*Exercise prompt:* Only one stretch of the listing below is wanted: the line with "5L8 12l10 7zM5" and all lines after it. Reproduce that stretch exactly.

*Source records:*
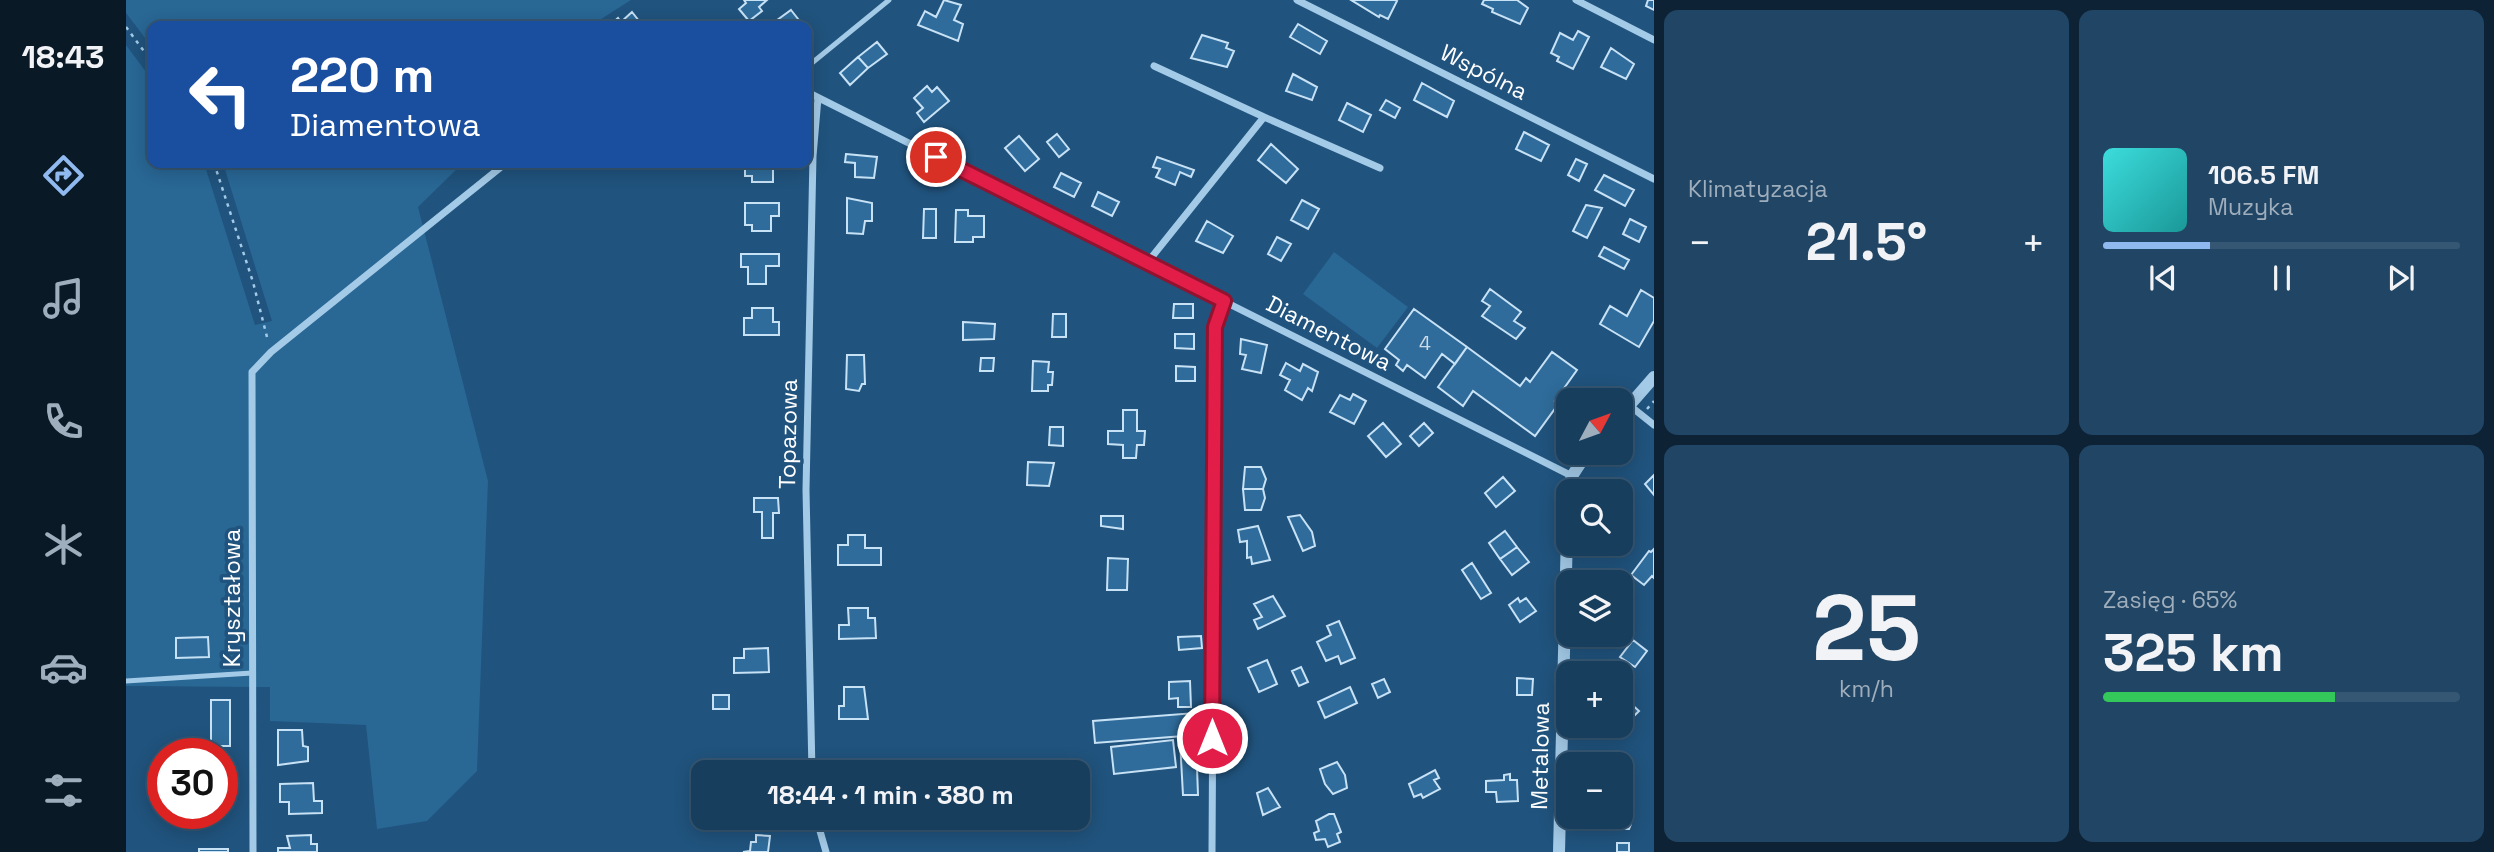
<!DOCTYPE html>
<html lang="pl">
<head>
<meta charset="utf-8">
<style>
  body { margin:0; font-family:"Space Grotesk",sans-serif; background:#214564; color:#f1f3f6; height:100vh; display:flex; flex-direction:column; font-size:26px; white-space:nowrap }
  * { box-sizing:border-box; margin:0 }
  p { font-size:23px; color:#9faebc }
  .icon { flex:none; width:38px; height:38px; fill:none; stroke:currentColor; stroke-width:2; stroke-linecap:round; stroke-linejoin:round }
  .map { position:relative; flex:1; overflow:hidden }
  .details { display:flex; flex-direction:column; gap:10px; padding:10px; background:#0d2234; width:840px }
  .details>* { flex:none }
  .guide { position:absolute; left:21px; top:21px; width:665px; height:147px; border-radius:14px; box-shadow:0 4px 18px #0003,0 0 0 2px #365773; background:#1a4fa0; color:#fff; overflow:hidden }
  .needle { width:46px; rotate:49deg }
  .controls { position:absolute; left:1430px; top:388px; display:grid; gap:14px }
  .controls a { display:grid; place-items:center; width:77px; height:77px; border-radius:14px; background:#183e5e; box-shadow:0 4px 18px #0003,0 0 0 2px #365773; font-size:35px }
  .speed { position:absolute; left:21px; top:738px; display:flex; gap:14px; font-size:35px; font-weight:700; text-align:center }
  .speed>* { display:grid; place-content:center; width:91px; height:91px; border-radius:50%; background:#183e5e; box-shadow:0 4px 18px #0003,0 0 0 2px #365773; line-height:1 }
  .speed .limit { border:10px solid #d22; background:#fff; color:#111 }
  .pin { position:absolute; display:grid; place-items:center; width:60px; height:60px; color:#fff; margin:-30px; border:4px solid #fff; border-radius:50%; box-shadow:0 2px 7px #0007 }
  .me { position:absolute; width:77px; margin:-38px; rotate:0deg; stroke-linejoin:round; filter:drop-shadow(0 0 5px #0008) }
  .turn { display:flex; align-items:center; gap:24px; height:147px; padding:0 28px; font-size:32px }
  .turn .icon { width:91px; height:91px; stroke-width:2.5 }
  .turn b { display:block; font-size:49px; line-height:60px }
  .big { font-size:52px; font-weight:700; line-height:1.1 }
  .details .widget { flex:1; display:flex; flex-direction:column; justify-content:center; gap:10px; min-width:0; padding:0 24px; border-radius:14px; background:#214564 }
  .details .dial { align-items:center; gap:0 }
  .dial b { font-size:91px; line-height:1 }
  .song { display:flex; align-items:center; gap:21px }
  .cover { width:84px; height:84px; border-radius:10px; background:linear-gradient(135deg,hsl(180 70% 55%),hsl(180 70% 35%)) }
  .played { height:7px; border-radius:4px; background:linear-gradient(90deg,#90b9f0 30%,#365773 30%) }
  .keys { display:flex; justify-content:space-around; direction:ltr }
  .heat { display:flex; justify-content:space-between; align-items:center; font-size:38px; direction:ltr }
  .charge { height:10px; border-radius:5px; background:linear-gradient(90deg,#34c759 65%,#365773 0) }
  .details .tiles { flex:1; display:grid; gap:10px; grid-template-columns:repeat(2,1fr) }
  .trip { position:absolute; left:565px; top:760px; width:399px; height:70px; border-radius:14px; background:#183e5e; box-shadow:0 4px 18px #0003,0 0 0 2px #365773; font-weight:700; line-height:70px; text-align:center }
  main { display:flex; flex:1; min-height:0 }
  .menu { display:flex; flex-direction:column; width:126px; justify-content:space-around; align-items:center; background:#0a1926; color:#9faebc }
  .menu .icon { width:49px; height:49px }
  .menu .selected { color:#90b9f0 }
  .menu b { font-size:32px; color:#f1f3f6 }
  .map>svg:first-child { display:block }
  .green { fill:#296795 }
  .building { fill:#2f6c9b; stroke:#c7e1f5; stroke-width:2 }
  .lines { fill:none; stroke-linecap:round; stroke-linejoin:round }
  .path { stroke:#a3cae7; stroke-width:2.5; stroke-dasharray:3.5 5; stroke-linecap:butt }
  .service { stroke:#a3cae7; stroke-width:5 }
  .minor { stroke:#a3cae7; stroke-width:7 }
  .tertiary { stroke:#a3cae7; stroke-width:12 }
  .route-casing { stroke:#92132f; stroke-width:18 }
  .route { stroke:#e11d48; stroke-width:12 }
  .labels { text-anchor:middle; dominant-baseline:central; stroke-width:7; stroke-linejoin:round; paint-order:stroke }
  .number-label { font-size:19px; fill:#cbdae6 }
  .street-label { font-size:23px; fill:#fff; stroke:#20537d }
</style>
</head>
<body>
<main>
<nav class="menu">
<b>18:43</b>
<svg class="icon selected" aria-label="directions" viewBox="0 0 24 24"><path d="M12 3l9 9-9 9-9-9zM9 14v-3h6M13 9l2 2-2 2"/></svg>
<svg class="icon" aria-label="music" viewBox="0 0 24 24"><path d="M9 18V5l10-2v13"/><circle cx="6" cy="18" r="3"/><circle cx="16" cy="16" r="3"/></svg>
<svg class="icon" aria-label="phone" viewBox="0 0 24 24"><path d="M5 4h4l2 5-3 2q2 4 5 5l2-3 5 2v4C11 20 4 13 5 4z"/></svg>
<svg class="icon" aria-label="climate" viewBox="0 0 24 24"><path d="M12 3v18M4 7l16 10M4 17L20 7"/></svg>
<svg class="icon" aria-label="car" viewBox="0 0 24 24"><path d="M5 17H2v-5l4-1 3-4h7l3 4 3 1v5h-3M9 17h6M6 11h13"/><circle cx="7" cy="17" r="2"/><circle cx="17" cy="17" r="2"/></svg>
<svg class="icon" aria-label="filters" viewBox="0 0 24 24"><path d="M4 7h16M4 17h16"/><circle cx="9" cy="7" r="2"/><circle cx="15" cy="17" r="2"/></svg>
</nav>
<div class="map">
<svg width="1528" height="852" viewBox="0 0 1528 852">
  <rect width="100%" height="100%" fill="#20537d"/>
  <!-- green -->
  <path class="green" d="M0 0H505L472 21 471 26H26V47L0 13Z
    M0 45 26 80V163H78L129 325 146 321 97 163H337L292 207 362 481 351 771 301 821 251 829 240 725 144 721V687L0 686Z
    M1208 252 1282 307 1251 348 1177 294Z"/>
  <!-- building -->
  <path class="building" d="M618 0H641L633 7 636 11 623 21 613 9 620 3Z
    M818 0 835 5 828 20 837 24 832 41 792 25 799 11 810 17Z
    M1225 0H1269L1271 1 1262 19 1254 15 1253 17Z
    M1358 0H1391L1402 8 1394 24 1366 12 1367 9 1356 4Z
    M1522 0H1528V10L1520 6Z
    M665 10 676 24 673 26H643Z
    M506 12 517 26H483L492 18 495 22Z
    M1172 24 1201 41 1194 54 1164 37Z
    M1452 31 1463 37 1447 69 1431 61 1433 57 1425 53 1434 33 1447 40Z
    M1076 35 1102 43 1100 48 1108 51 1101 67 1065 58Z
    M751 42 761 54 742 68 732 57Z
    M1485 48 1508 64 1500 79 1475 67Z
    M732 57 742 68 724 85 714 73Z
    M1167 74 1191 87 1186 100 1160 91Z
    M1296 83 1328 101 1321 117 1288 100Z
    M801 86 806 92 811 87 823 101 798 122 791 113 797 108 788 98Z
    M1260 100 1274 108 1269 118 1254 110Z
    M1221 103 1245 115 1237 132 1213 120Z
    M1398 132 1423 145 1415 161 1390 149Z
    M931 134 943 149 933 157 921 142Z
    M893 136 913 159 899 171 879 148Z
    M1145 144 1172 169 1160 183 1132 160Z
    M720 154 751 157 748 178 729 177V163L719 162Z
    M1031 157 1068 170 1065 177 1054 172 1049 185 1030 177 1034 169 1027 167Z
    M1450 159 1461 164 1453 181 1442 175Z
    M619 163H655V166H647V182H626V176H619Z
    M935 173 955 183 948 197 928 187Z
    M1478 175 1508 190 1499 206 1469 190Z
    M972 192 993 202 986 216 966 206Z
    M721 198 746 203V221H739L737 234 721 233Z
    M1176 200 1193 209 1182 229 1165 220Z
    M619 203H653V216H645V231H626V225H619Z
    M1460 205 1476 208 1461 238 1447 231Z
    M798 209H810V238H797Z
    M830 210H842V216H858V237H847V242H829Z
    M1504 219 1520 227 1513 242 1497 234Z
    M1081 221 1107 236 1097 253 1070 241Z
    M1151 237 1165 244 1155 261 1142 254Z
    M1478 247 1503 260 1498 269 1473 256Z
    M615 254H653V266H640V284H622V267H615Z
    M1364 289 1395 312 1388 321 1399 328 1390 339 1356 316 1364 306 1356 301Z
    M1515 290 1528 298V321L1513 347 1474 324 1484 306 1501 316Z
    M1048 304H1067V318H1047Z
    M626 308H647V322H653V335H618V318H626Z
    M1288 309 1341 347 1329 364 1316 354 1299 378 1281 365 1277 371 1270 365 1273 360 1259 349Z
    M927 314H940V337H926Z
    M837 322 869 324 868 339 837 340Z
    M1049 334H1068V349L1049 348Z
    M1115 339 1141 345 1135 373 1116 369 1120 355 1114 354Z
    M1341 347 1394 386 1400 378 1404 382 1426 352 1451 370 1429 401 1433 403 1409 436 1347 391 1337 406 1312 387Z
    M721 355H738L739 384H736L733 391 720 389Z
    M855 358H868L867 371H854Z
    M907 361 923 362 922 372H927L926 385H922V391H906Z
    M1160 363 1174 371 1177 364 1192 372 1186 391 1182 388 1176 400 1159 390 1164 380 1154 375Z
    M1050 366 1069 367V381H1050Z
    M1227 394 1240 401 1228 424 1204 412 1214 395 1224 400Z
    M997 410H1011V431H1019L1018 445H1011L1010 458H997V445L982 444V431H997Z
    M1257 423 1275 444 1260 457 1242 436Z
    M1298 423 1307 433 1293 446 1284 436Z
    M924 427H937V446L923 445Z
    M902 462 928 463 923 486 901 485Z
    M1119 467H1135L1140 479 1137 489H1117Z
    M1528 475V495L1519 484Z
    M1377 477 1389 491 1370 507 1359 493Z
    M1117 489H1137L1139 498 1135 510H1119Z
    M628 498H652L653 513H647V538H636V512H628Z
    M1174 515 1186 532 1189 546 1177 551 1162 517Z
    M975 516H997V529L975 526Z
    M1132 526 1144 560 1126 564 1125 557 1121 558V541L1114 542 1112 530Z
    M1379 531 1391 547 1374 559 1363 543Z
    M722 535H739V548H755V565H712V545H722Z
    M1391 547 1403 562 1386 575 1374 559Z
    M1528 549V578L1526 576 1518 585 1505 575 1523 551 1525 552Z
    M982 558 1002 559 1001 590H981Z
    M1346 563 1365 593 1355 599 1336 570Z
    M1147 596 1159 616 1132 629 1128 620 1136 617 1128 604Z
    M1392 598 1394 602 1400 598 1410 611 1394 622 1383 605Z
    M722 608H742V618H749L750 638 713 639V625H723Z
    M1213 621 1229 658 1215 664 1212 656 1200 661 1191 642 1205 635 1201 626Z
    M1075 636 1076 648 1053 650 1052 637Z
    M82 637 83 657 50 658V638Z
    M1507 640 1521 651 1509 667 1494 657Z
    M642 648 643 672 608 673V658H618V649Z
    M1141 660 1151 684 1133 692 1122 668Z
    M1175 667 1182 682 1173 686 1166 671Z
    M1391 678 1407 679 1406 695H1391Z
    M1258 679 1264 692 1252 698 1246 684Z
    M1064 681 1065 707H1052V698L1043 699V682Z
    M718 687H738L742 719H713V706H718Z
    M1224 687 1231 703 1199 718 1192 702Z
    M587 695H603V709H587Z
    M85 700H104V746H85Z
    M1503 702 1513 711 1493 731 1488 726H1494V708Z
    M1069 713 1070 735 969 743 967 721Z
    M152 730H176L177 746 182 747V761L152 765Z
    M1047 740 1050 767 988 774 985 747Z
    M1070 740 1072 795H1057L1054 741Z
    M1211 762 1219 775 1221 788 1207 794 1199 784 1194 769Z
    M1309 770 1313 778 1308 780 1314 789 1297 798 1295 794 1288 797 1283 784Z
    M1384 774V780H1391L1392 801 1371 802 1370 792H1360V781L1378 780V775Z
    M187 783 188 801H196V813L163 814V802H154V784Z
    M1142 788 1154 807 1137 815 1131 793Z
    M1494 797 1505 799V824L1503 829H1485V817H1494Z
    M1203 814H1208L1215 832 1211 834 1214 842 1202 847 1199 839 1190 840 1188 833 1193 831 1190 821Z
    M185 835V844H191V852H152V848H164L161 836Z
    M630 835 644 836 642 852H617L624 851 625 842H630Z
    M1491 843H1503V852H1491Z
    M73 849H102V852H73Z"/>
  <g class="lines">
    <!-- path -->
    <path class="path" d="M0 27 26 62
      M88 163 127 282 142 341
      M1521 409 1528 401
      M1494 440 1511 421"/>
    <!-- service -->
    <path class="service" d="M681 67 763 0
      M0 681 126 673"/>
    <!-- minor -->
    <path class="minor" d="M1171 0 1528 179
      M1450 0 1528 40
      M1028 66 1138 117
      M681 92 1446 476
      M1021 263 1138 117 1254 168
      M1503 405 1528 425
      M686 772 680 490 687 156 692 98
      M690 817 700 852
      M127 852 126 372 145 352 380 163
      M1086 852 1089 327 1098 301"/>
    <!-- tertiary -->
    <path class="tertiary" d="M1494 416 1528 377
      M1442 492 1446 476 1461 453
      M1433 852 1442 493"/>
  </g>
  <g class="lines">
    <defs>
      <path id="route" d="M810 157 1098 301 1089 327 1086 738"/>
    </defs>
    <!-- route casing -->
    <use href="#route" class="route-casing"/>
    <!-- route -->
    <use href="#route" class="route"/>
  </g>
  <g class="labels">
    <!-- number labels -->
    <g class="number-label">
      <text x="1299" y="343">4</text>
    </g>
    <!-- street labels -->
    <g class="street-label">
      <text transform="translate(1358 72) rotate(27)">Wspólna</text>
      <text transform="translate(1203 333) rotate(27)">Diamentowa</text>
      <text transform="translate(662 434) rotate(-89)">Topazowa</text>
      <text transform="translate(106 598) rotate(-90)">Kryształowa</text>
      <text transform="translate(1414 756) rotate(-89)">Metalowa</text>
    </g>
  </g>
</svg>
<div class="controls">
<a><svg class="needle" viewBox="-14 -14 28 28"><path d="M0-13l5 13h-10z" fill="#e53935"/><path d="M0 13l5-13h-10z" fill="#9faebc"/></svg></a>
<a><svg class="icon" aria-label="search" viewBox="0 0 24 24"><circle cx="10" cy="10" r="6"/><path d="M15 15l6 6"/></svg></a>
<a><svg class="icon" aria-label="layers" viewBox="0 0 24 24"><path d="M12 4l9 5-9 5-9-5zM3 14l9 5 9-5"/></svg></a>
<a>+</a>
<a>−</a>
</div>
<div class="speed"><div class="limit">30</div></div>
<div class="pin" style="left:810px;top:157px;background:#d93025"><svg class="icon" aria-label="arrive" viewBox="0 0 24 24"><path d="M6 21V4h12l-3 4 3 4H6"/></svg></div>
<svg class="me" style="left:1086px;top:738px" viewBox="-20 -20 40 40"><circle r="17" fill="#e11d48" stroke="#fff" stroke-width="3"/><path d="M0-11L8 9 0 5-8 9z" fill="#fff"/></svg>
<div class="trip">18:44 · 1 min · 380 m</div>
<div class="guide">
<div class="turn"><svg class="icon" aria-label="left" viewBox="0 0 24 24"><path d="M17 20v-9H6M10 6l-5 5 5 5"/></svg><div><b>220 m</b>Diamentowa</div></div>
</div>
</div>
<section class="details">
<div class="tiles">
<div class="widget"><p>Klimatyzacja</p>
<div class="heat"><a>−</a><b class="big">21.5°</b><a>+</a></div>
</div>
<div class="widget">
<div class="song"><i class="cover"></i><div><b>106.5 FM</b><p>Muzyka</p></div></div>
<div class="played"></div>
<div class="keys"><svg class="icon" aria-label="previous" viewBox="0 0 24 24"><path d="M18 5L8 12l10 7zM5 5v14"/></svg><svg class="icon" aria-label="pause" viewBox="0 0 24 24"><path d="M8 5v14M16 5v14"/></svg><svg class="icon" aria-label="next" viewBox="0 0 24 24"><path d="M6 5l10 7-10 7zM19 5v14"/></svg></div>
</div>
<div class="widget dial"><b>25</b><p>km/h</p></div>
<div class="widget"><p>Zasięg · 65%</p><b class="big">325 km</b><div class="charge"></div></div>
</div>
</section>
</main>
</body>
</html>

*Response to the exercise:*
<div class="keys"><svg class="icon" aria-label="previous" viewBox="0 0 24 24"><path d="M18 5L8 12l10 7zM5 5v14"/></svg><svg class="icon" aria-label="pause" viewBox="0 0 24 24"><path d="M8 5v14M16 5v14"/></svg><svg class="icon" aria-label="next" viewBox="0 0 24 24"><path d="M6 5l10 7-10 7zM19 5v14"/></svg></div>
</div>
<div class="widget dial"><b>25</b><p>km/h</p></div>
<div class="widget"><p>Zasięg · 65%</p><b class="big">325 km</b><div class="charge"></div></div>
</div>
</section>
</main>
</body>
</html>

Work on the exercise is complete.